#### Exercise:
From the data below, return each line in which the string "Annotation" is found.

Data items:

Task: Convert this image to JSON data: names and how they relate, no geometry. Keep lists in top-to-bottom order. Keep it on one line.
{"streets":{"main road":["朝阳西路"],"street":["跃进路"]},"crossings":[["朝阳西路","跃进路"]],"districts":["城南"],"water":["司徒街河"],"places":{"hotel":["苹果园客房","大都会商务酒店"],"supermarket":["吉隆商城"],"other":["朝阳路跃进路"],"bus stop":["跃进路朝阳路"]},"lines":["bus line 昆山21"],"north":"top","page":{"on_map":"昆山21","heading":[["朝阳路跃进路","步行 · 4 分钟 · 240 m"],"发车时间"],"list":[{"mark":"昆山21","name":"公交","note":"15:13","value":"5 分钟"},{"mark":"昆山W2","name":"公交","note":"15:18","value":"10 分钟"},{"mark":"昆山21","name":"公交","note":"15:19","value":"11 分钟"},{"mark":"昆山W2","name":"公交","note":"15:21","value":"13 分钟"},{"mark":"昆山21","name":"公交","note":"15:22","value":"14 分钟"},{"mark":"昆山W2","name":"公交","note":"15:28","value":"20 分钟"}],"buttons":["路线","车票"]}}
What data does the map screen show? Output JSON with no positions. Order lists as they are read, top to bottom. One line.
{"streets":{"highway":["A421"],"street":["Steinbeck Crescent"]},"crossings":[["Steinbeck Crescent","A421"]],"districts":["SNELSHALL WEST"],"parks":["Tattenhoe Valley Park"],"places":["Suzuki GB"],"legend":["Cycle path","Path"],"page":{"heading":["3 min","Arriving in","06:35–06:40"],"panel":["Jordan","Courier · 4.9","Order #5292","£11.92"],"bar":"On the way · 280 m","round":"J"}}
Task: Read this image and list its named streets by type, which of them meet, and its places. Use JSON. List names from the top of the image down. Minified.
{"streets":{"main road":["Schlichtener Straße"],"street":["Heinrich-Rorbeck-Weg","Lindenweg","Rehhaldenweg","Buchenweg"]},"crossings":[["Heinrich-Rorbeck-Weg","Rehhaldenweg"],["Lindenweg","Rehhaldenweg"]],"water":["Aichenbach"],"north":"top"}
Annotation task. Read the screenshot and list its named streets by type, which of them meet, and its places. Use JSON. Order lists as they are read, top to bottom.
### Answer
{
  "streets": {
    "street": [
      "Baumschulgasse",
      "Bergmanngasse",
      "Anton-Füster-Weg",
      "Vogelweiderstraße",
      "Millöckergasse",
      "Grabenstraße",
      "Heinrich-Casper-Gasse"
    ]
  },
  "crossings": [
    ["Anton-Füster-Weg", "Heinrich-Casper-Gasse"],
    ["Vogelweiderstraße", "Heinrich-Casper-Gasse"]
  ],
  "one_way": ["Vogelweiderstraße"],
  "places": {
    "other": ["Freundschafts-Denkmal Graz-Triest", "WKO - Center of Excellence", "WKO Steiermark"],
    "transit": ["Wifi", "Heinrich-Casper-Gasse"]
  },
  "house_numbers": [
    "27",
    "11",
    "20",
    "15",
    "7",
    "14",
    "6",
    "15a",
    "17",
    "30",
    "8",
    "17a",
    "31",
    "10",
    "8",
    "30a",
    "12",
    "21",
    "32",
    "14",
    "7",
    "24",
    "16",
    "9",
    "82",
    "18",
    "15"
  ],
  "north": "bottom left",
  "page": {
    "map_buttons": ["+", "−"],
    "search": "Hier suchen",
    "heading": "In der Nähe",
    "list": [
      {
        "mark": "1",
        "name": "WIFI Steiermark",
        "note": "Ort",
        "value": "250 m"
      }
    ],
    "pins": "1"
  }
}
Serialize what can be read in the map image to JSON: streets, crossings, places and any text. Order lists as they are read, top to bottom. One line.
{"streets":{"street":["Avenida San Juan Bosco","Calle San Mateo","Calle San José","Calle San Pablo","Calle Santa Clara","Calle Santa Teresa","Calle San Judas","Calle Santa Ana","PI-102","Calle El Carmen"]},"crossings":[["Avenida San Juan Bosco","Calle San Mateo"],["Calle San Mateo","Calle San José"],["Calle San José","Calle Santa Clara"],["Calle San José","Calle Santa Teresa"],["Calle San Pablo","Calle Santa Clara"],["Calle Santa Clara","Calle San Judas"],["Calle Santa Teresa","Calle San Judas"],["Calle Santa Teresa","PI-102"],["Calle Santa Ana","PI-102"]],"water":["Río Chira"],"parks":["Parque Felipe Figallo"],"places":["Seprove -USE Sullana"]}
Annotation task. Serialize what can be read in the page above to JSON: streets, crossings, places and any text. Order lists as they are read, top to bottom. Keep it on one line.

#### Reply:
Annotation task. Read the screenshot and list its named streets by type, which of them meet, and its places. Use JSON. Order lists as they are read, top to bottom.
Annotation task. Serialize what can be read in the page above to JSON: streets, crossings, places and any text. Order lists as they are read, top to bottom. Keep it on one line.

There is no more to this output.